We admitted mainly colics this quarter along with horses with ocular conditions. We had very few colitis cases this year. Of interest, we diagnosed PHF colitis in two 4 month old foals this quarter; one with Neorickettsia risticii and one with N. finlayensis.  We had some unusual cases including a horse with guttural pouch empyema with necrosis of the entire septum creating a communication between the two pouches.. A S. zooepidemicus biofilm was present. There was some fungal hyphae on cytology but no fungus was cultured. We also had quite a few  cellulitis cases this year, some of which took a long time to recover with extensive skin loss (overrepresented). We have also had horses with fevers of unknown origin as well that have been challenging to work up.  We haven’t seen a lot of late summer neurologic  cases.
AHL Pathology

(Emily Ratsep)

  • A 4 mo TB foal with bacterial enterocolitis, cyathostominosis and bacterial pancreatitis (A. equuli subsp. equuli). The histologic changes in the intestines confirm a severe enterocolitis with numerous bacteria and nematode larvae most consistent with cyathostomins. Though more commonly observed in late winter to early spring, presence of numerous cyathostomin larvae in the mucosa of the colon and cecum indicates that these parasites were maturing in the mucosa. This could have played an important role in development of edema and possibly a protein-losing enteropathy. Most bacteria present are extracellular, and there are only rare argyrophilic intracellular bacteria which would be consistent with Lawsonia intracellularis. However, in the immunostaining against Lawsonia intracellularis there is no staining. The positive control contains numerous curved rods in the apical portion of most enterocytes with marked, diffuse, positive immunostaining. This suggests that the argyrophilic intracellular rods are most likely an enterobacteria other than L. intracelullaris or related species.

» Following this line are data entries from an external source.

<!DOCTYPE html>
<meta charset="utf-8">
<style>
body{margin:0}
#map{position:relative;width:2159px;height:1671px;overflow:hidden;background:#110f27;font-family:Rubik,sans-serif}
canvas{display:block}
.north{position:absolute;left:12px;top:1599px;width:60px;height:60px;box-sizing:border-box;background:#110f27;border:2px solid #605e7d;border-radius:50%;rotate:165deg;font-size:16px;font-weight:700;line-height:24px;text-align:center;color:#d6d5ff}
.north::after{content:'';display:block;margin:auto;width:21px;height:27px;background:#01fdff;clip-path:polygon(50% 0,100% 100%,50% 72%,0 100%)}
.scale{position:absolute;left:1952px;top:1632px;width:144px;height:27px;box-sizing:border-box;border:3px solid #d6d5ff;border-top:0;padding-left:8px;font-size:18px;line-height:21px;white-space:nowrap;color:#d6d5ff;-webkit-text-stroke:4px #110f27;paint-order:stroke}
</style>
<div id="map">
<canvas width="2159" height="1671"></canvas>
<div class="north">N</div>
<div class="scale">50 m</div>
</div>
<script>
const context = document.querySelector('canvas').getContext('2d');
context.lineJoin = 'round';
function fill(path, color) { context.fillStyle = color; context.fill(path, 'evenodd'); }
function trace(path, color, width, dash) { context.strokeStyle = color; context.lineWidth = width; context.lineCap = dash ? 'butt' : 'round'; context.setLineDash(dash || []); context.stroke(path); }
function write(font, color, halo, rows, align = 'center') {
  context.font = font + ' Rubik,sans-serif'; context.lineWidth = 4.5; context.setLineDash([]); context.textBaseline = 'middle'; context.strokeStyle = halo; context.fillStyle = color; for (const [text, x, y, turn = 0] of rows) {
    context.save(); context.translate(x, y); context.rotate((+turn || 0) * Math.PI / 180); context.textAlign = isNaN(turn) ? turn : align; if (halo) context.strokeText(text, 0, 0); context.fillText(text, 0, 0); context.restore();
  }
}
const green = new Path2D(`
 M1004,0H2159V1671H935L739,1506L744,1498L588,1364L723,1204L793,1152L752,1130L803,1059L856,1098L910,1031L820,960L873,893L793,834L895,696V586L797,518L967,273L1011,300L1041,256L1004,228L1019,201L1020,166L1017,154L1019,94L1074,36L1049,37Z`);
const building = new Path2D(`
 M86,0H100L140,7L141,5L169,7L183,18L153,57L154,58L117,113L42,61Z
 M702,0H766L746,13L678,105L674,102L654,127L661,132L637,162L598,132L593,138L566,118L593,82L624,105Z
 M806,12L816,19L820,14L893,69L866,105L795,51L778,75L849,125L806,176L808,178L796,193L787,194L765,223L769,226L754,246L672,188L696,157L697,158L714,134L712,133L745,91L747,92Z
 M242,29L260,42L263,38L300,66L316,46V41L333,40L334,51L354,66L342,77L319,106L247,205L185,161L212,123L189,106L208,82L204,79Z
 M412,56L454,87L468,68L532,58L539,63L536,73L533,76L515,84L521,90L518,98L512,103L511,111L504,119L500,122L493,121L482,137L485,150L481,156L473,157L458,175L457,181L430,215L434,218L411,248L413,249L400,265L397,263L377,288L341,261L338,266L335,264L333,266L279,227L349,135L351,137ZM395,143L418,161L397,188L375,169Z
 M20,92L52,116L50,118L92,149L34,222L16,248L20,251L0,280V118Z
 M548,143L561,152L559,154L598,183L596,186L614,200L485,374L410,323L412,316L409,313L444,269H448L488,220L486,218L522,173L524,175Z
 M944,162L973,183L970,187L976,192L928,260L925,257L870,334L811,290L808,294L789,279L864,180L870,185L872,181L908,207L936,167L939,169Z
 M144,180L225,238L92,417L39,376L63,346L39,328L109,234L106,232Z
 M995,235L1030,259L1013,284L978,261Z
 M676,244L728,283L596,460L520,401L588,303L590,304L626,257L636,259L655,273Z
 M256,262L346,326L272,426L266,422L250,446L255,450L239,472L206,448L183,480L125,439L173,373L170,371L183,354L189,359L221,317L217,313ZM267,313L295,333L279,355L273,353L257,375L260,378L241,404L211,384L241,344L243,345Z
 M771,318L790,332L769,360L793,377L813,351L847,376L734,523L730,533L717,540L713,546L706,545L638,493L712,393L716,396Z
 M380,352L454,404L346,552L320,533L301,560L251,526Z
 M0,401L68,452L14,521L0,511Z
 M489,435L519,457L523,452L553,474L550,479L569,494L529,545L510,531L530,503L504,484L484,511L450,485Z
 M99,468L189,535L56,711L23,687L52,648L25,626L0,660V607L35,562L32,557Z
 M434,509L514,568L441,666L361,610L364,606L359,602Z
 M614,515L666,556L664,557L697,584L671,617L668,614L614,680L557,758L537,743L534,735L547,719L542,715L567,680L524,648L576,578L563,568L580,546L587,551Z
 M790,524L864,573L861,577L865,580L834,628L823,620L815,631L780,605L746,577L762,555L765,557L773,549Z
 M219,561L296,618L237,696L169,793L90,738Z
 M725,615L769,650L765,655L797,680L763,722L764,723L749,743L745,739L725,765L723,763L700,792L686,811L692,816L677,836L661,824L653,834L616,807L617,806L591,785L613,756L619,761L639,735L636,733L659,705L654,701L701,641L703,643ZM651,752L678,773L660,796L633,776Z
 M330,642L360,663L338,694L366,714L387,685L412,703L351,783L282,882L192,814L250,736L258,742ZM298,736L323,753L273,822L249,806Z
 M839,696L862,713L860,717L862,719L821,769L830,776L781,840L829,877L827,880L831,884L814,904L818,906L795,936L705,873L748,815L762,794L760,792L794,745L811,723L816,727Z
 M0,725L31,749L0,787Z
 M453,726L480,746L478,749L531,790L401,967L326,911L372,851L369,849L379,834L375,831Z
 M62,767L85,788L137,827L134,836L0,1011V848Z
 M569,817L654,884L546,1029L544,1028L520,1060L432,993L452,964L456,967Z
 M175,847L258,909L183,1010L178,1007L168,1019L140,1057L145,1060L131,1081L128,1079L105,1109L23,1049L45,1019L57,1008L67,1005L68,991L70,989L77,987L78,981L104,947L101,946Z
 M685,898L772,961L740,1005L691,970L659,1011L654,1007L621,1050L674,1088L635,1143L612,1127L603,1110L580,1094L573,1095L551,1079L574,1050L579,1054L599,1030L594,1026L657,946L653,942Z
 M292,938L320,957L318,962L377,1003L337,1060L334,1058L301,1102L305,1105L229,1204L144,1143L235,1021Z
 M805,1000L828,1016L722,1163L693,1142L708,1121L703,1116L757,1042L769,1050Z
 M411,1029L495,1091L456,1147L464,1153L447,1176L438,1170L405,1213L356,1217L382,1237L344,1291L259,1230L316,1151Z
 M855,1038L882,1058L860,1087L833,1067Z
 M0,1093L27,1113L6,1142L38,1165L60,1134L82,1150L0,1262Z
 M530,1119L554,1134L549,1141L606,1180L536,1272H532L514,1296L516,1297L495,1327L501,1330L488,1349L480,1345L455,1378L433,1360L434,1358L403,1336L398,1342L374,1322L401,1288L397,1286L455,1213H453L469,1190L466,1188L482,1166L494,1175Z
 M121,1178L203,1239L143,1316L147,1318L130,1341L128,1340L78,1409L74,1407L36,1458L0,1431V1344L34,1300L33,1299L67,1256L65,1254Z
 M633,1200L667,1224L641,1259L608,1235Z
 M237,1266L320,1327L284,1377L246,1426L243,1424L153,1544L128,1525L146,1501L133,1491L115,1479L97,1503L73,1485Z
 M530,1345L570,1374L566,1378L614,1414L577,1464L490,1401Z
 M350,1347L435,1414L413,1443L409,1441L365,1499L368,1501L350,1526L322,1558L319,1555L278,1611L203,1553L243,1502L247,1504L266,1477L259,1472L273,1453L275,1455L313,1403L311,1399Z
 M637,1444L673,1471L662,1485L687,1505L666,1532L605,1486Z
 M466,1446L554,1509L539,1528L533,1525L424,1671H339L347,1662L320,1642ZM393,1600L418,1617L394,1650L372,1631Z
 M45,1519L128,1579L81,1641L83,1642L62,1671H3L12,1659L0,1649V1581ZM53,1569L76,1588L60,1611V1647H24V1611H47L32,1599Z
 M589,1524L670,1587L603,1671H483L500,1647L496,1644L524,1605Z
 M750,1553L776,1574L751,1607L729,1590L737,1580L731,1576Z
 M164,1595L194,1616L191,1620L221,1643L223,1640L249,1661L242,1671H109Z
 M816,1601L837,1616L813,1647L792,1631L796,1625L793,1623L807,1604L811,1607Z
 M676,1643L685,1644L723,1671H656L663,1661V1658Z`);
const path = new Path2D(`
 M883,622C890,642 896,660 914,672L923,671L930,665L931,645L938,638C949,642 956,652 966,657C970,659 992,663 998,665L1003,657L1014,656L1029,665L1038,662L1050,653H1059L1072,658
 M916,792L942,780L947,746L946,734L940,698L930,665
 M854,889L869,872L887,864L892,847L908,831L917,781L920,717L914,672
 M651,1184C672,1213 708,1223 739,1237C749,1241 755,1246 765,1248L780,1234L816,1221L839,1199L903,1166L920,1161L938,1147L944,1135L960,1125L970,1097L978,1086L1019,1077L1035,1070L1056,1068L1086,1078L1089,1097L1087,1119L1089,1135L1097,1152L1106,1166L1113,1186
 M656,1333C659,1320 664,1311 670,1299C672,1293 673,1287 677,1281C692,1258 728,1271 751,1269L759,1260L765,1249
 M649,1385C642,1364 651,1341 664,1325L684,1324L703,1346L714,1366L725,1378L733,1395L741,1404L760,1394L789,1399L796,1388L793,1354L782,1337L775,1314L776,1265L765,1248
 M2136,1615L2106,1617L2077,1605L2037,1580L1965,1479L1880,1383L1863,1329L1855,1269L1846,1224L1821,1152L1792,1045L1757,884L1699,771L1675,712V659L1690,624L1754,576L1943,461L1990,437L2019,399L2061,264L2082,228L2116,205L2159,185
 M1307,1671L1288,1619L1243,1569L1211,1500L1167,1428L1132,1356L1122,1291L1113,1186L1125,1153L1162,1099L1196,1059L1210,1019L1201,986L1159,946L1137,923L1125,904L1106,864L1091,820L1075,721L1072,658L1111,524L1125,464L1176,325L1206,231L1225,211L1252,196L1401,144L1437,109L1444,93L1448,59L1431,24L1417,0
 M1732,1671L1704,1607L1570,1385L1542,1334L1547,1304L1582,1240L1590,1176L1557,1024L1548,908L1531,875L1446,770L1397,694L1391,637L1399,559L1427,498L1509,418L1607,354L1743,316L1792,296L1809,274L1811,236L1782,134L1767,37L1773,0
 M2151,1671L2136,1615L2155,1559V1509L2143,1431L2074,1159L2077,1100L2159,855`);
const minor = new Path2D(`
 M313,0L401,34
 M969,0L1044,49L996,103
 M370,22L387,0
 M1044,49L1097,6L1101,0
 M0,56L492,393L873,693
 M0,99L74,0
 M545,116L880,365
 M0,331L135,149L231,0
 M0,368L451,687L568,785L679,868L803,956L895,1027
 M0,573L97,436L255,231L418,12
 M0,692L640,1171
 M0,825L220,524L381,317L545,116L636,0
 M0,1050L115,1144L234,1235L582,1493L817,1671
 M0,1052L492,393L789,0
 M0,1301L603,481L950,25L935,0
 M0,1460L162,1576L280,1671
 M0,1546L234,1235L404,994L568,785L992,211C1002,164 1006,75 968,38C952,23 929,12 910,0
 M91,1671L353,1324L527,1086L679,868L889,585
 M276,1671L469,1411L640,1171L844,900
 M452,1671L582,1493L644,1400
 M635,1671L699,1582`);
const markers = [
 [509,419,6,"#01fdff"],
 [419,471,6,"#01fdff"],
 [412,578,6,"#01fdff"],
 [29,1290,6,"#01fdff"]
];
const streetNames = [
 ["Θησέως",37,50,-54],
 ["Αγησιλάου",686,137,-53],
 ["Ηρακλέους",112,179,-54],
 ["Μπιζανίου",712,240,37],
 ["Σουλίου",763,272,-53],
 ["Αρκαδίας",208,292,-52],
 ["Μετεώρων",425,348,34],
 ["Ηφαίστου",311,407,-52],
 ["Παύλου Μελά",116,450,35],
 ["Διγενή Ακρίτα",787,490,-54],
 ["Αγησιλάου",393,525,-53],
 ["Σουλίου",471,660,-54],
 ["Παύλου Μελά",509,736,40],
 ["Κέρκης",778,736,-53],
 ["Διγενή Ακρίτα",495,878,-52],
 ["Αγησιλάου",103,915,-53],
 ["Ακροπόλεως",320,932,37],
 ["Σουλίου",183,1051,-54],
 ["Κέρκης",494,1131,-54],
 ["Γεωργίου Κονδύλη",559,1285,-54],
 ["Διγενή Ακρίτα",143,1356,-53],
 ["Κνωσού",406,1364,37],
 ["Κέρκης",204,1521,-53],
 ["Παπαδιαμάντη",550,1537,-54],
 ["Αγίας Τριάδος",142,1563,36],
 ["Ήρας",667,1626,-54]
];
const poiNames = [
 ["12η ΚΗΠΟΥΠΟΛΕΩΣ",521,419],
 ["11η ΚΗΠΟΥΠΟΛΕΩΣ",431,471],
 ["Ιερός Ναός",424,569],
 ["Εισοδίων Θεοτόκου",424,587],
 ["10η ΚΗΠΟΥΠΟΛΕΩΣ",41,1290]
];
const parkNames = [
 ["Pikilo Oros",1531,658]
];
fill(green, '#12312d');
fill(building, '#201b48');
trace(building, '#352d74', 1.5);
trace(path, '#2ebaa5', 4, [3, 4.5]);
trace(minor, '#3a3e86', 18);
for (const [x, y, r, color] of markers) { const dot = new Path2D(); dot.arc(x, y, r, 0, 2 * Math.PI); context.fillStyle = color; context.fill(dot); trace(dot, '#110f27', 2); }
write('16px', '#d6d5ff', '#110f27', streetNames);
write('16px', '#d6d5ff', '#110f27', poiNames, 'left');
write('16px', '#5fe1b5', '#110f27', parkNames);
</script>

    • Samples of liver and lymph node yielded growth of Enterococcus faecium (1+), and E. coli (1+) and Klebsiella pneumonia (1+), respectively. No Salmonella spp or Rhodococcus spp. were isolated from these tissues. These bacteria could have disseminated systemically from the intestines. The epithelial barrier of the intestines was likely compromised by the marked and extensive edema and damage to the mucosa. Gram stain confirms presence of numerous extra and intracellular gram-positive and gram-negative rods in the mucosa of the small and large intestines. Additionally, emergence of larval stages of cyathostomins from the large intestine can result in necroulcerative lesions which would further facilitate invasion of bacteria present in the intestinal lumen.The necrotizing and suppurative pancreatitis is markedly extensive and severe, and there was no pancreatic tissue left in the examined histologic sections. Lack of fibrosis and presence of mostly neutrophils and macrophages indicates this is an acute process. Bacterial culture of the pancreas yielded large (4+) pure growth of Actinobacillus equuli subsp equuli. This is a normal inhabitant of the equine oral cavity and intestine, and it is also the causative agent in vasculitis and embolic nephritis in foals. In the present case an ascending infection of the pancreas via the main pancreatic duct in the duodenum is likely, as bacterial culture of the liver and lymph node did not result in growth of the same agent, which would indicate a systemic spread. The presence of colonies of gram-negative rods in the Gram stain is consistent with Actinobacillosis.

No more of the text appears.